La figure de style adoptée par Rheingold semble être l’oxymore tant le long métrage se plaît à allier les contraires : l’évolution d’un émigré kurde parmi diverses mafias se conçoit telle une relecture d’un mythe fondateur de la culture allemande, ce qui n’est pas sans évoquer le récent et magnifique Undine (Christian Petzold, 2020) ; le rap, genre dans lequel se spécialise Giwar Hajabi aka Xatar découle d’une formation classique assurée par le père – lui-même compositeur ayant orchestré la rencontre entre ses racines orientales et les traditions européennes –, par la mère qui l’inscrit à des cours de piano et par la fréquentation de l’opéra et du conservatoire ; l’amour trouve une place dans ce destin en se manifestant à distance, derrière une vitre ou dans des vêtements de fonction (vendeuse, responsable du vestiaire de l’opéra), par des signes et des objets intermédiaires ; la gloire naît de la captivité, à la fois par la résistance acquise au fil des épreuves et par ce concours de circonstances qui veut que le premier album édité et vendu soit conçu en prison.
Ainsi, Fatih Akin représente le processus d’immigration comme une richesse infinie apportée et au pays d’accueil et aux familles qui le gagnent, richesse qu’il n’aura de cesse de faire subsister en dépit des difficultés et qui s’incarne dans l’image dernière de l’or cerné de sirènes, allégorie lourdement amenée et répétée par la reprise de l’opéra de Wagner qui prête son titre au film. La subtilité n’a jamais été le fort du réalisateur, en témoigne la complaisance dans les sévices infligés aux personnages et dans le spectacle de trafiquants rendus sympathiques par leur humanité, leurs gaffes et leur guigne.
De tout cela, quelque chose cependant advient : un regard original se porte sur les personnages que la caméra suit sous des formes en constante évolution, traduisant les mutations de corps saisis depuis leurs origines jusqu’à l’âge adulte, corps que le temps transforme sans que la bonté de leur âme ni leurs valeurs n’en soient changées ; une oreille musicale s’affirme par le passage d’une formation de producteur au fait de s’improviser créateur. Et c’est alors tout le film qui éclaire cette transition, ce coup de maître accompli là où d’ordinaire les hommes se taisent et disparaissent de la vie publique : l’espace carcéral offre au protagoniste principal l’occasion de renaître de ses cendres et de fonder un foyer qui tentera, tant bien que mal, de vivre désormais dans la légalité en dépit d’un passé que l’on ne saurait changer et qui s’accroche à ses membres comme une ombre tenace.

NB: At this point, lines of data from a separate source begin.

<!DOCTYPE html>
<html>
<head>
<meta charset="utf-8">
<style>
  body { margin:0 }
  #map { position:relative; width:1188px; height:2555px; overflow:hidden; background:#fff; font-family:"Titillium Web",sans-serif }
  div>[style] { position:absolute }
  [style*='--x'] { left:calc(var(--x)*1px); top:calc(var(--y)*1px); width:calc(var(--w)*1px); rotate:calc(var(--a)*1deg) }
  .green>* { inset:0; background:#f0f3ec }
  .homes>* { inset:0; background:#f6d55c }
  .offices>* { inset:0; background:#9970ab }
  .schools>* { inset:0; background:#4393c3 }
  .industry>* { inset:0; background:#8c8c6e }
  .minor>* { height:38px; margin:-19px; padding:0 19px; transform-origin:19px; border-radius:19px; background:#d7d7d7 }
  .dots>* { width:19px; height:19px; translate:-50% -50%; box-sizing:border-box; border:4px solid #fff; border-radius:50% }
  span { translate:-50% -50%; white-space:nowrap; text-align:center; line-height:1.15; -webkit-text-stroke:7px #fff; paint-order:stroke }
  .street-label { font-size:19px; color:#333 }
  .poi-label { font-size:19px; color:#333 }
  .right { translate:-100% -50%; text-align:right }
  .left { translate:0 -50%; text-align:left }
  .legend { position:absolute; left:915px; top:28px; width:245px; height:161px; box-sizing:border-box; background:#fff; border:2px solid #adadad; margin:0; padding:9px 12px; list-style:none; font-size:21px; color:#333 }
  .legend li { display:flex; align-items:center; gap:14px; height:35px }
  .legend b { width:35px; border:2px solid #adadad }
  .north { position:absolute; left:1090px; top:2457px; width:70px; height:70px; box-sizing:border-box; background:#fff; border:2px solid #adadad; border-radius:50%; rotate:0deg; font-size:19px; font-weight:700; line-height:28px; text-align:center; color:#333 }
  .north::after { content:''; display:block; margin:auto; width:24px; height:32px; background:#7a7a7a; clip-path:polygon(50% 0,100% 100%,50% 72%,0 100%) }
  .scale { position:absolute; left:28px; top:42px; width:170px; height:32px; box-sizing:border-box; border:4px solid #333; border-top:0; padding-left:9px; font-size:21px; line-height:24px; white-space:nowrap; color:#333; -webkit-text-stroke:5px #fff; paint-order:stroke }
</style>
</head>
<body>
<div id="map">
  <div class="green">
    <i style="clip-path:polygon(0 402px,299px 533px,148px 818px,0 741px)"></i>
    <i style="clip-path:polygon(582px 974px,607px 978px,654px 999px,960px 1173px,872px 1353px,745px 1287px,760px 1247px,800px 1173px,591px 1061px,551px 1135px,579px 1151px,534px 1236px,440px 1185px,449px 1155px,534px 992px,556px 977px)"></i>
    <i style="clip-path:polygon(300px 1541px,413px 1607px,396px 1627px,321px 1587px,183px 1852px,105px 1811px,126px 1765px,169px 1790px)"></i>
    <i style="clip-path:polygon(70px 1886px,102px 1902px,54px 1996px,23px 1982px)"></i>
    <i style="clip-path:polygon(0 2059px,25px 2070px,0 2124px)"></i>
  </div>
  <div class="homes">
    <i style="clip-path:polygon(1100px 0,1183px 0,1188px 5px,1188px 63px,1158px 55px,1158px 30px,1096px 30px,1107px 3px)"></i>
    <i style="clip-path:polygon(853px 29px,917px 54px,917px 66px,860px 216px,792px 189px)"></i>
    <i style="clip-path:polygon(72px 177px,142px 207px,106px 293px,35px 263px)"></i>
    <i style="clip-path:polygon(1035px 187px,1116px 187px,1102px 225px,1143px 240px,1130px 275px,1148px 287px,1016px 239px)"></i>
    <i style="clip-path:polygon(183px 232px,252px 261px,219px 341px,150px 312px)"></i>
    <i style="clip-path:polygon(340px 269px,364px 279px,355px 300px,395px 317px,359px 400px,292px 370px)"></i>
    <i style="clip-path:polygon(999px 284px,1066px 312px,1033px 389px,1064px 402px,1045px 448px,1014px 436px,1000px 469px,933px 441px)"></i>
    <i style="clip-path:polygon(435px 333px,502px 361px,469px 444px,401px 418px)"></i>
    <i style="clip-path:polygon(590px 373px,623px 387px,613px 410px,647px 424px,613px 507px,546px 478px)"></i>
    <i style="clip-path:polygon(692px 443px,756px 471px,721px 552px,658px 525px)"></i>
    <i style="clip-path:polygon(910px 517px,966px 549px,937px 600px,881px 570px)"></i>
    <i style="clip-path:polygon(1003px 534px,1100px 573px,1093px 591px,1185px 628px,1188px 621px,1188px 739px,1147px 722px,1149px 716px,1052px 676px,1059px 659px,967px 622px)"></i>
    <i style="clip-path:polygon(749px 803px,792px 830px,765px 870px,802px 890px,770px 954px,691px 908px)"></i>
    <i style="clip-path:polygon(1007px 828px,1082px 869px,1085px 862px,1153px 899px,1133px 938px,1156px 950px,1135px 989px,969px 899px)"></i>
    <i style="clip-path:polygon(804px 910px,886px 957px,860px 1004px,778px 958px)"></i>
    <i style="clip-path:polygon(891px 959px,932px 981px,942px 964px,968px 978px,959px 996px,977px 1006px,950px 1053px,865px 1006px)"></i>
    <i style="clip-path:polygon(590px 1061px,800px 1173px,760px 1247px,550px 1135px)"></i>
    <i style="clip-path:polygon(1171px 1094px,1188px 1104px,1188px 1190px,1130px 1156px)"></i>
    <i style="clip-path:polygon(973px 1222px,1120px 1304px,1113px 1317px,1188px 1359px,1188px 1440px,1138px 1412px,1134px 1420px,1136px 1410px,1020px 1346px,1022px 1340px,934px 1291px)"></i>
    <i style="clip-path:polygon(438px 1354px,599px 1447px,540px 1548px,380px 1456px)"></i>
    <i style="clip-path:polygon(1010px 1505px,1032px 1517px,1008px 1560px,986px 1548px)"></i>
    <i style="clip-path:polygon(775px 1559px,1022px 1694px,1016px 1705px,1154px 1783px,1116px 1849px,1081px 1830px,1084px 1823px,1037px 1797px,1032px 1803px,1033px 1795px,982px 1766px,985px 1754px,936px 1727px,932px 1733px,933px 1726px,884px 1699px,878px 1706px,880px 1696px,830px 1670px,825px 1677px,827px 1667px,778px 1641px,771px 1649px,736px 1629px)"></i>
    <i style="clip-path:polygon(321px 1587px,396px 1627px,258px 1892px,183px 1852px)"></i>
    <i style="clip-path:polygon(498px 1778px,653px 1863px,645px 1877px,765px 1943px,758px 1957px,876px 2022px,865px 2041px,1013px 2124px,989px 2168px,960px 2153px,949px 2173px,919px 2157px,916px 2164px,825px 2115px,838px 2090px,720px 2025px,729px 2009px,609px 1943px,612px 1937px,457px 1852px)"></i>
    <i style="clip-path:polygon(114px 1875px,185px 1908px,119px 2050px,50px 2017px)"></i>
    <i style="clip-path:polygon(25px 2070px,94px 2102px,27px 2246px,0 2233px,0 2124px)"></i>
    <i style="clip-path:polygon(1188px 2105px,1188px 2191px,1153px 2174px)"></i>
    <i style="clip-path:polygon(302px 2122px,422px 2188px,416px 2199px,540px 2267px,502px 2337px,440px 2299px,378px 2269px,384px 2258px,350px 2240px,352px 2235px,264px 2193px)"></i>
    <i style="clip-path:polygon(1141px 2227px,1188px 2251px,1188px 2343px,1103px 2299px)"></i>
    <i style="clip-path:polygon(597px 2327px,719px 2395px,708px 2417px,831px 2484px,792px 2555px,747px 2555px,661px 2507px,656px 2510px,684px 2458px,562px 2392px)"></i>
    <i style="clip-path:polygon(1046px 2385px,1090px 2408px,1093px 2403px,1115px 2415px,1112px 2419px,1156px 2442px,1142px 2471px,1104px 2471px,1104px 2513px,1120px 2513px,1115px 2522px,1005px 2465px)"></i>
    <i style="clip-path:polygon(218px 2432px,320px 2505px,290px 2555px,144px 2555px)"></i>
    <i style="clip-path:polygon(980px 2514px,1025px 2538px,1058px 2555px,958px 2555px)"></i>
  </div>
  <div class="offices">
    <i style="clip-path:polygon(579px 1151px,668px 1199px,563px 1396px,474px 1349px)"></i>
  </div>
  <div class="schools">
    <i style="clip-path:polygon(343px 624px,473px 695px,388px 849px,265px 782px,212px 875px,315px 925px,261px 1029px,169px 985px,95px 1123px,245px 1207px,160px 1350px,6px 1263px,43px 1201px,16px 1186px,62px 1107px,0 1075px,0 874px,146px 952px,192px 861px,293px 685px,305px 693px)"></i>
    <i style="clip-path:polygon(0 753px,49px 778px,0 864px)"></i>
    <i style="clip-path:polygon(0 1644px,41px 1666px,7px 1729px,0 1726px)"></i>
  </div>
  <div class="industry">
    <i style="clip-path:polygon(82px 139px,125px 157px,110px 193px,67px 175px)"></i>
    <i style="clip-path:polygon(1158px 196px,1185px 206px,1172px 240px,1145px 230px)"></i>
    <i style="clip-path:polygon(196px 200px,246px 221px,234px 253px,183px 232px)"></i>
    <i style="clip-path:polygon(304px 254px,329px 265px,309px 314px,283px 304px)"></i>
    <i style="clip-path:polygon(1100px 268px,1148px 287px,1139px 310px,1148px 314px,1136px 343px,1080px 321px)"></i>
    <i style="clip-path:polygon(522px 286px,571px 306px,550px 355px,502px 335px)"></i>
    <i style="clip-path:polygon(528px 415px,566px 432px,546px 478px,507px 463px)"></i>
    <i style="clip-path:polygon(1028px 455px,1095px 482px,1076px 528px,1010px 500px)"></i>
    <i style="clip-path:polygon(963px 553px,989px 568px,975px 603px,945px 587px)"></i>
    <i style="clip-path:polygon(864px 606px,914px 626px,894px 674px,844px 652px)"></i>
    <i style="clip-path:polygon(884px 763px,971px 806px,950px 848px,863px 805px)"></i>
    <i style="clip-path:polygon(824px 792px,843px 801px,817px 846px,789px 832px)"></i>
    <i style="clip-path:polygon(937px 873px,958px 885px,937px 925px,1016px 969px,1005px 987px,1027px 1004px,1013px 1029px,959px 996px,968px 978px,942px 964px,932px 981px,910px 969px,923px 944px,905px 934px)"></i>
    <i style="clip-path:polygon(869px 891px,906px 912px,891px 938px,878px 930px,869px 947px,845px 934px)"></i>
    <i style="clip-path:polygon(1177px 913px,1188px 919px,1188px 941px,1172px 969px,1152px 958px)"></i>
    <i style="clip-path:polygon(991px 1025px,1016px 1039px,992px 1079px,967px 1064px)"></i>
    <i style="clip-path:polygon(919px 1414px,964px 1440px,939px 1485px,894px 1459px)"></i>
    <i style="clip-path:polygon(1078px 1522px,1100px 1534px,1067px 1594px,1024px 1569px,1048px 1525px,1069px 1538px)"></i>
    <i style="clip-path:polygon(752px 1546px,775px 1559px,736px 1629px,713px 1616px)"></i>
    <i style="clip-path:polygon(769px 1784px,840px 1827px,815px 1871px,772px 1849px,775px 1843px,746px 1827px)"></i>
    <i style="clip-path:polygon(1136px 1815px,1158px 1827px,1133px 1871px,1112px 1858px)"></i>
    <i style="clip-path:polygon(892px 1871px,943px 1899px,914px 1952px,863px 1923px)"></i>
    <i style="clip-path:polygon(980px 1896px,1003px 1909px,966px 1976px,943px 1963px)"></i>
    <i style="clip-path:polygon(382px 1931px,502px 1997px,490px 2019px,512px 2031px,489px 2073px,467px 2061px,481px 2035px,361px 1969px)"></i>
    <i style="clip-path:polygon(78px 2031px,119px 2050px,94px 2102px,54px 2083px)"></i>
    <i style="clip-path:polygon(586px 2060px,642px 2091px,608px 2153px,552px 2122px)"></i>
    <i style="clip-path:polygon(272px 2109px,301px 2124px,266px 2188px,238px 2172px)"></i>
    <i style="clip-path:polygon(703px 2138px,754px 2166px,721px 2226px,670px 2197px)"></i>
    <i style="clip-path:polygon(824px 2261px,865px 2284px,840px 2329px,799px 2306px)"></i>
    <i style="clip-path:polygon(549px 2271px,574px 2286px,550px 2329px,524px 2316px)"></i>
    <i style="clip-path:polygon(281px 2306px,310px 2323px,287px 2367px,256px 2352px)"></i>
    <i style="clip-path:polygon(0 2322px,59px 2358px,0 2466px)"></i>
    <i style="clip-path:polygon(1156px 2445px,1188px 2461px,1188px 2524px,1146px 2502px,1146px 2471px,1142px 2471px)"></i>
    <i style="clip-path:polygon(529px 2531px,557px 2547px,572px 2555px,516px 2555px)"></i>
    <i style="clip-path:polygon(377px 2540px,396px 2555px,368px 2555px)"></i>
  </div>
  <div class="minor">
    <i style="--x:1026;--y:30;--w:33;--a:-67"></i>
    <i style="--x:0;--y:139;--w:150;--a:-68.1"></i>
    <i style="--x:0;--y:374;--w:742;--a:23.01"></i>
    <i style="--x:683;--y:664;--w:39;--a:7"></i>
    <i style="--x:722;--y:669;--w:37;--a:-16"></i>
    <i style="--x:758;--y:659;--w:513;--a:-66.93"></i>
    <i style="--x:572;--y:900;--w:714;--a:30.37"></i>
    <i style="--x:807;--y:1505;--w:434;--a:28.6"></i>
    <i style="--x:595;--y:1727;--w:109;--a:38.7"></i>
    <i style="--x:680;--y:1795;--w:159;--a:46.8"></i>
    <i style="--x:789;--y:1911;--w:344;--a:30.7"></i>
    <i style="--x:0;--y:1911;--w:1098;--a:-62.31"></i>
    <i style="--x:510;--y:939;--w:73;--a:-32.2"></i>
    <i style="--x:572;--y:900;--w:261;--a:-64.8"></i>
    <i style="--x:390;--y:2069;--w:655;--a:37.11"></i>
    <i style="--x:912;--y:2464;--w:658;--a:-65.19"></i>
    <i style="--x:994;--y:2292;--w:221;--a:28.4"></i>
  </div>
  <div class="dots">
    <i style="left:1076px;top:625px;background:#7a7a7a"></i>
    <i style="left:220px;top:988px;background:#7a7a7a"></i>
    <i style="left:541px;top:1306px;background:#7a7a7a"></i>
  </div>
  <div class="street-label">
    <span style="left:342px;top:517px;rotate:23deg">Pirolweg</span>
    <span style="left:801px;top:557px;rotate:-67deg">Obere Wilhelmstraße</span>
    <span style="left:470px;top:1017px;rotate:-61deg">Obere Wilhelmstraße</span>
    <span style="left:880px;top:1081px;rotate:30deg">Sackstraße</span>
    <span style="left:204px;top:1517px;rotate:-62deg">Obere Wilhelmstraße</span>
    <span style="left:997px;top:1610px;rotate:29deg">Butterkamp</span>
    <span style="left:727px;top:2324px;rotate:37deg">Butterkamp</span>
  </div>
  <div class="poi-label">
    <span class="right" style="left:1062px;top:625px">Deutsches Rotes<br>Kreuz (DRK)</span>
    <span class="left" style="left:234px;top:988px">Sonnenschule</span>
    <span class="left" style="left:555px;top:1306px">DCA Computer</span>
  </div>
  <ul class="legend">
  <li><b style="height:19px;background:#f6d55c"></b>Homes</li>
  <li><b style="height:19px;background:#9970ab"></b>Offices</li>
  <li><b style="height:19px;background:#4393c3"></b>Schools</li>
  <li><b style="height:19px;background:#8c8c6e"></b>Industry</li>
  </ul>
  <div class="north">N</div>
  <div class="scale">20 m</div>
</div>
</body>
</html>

Ne pas oublier d’où l’on vient pour savoir qui l’on est et le chemin accompli, telle est la trajectoire du long métrage et du premier album dont Fatih Akin fait ici l’exégèse, telle est la leçon transmise par un père à une fille dont les parents incarnent deux voies possibles de réussite sociale : l’élévation par les études et le travail pour l’une, par les méfaits pour l’autre. Décidément, l’oxymore partout.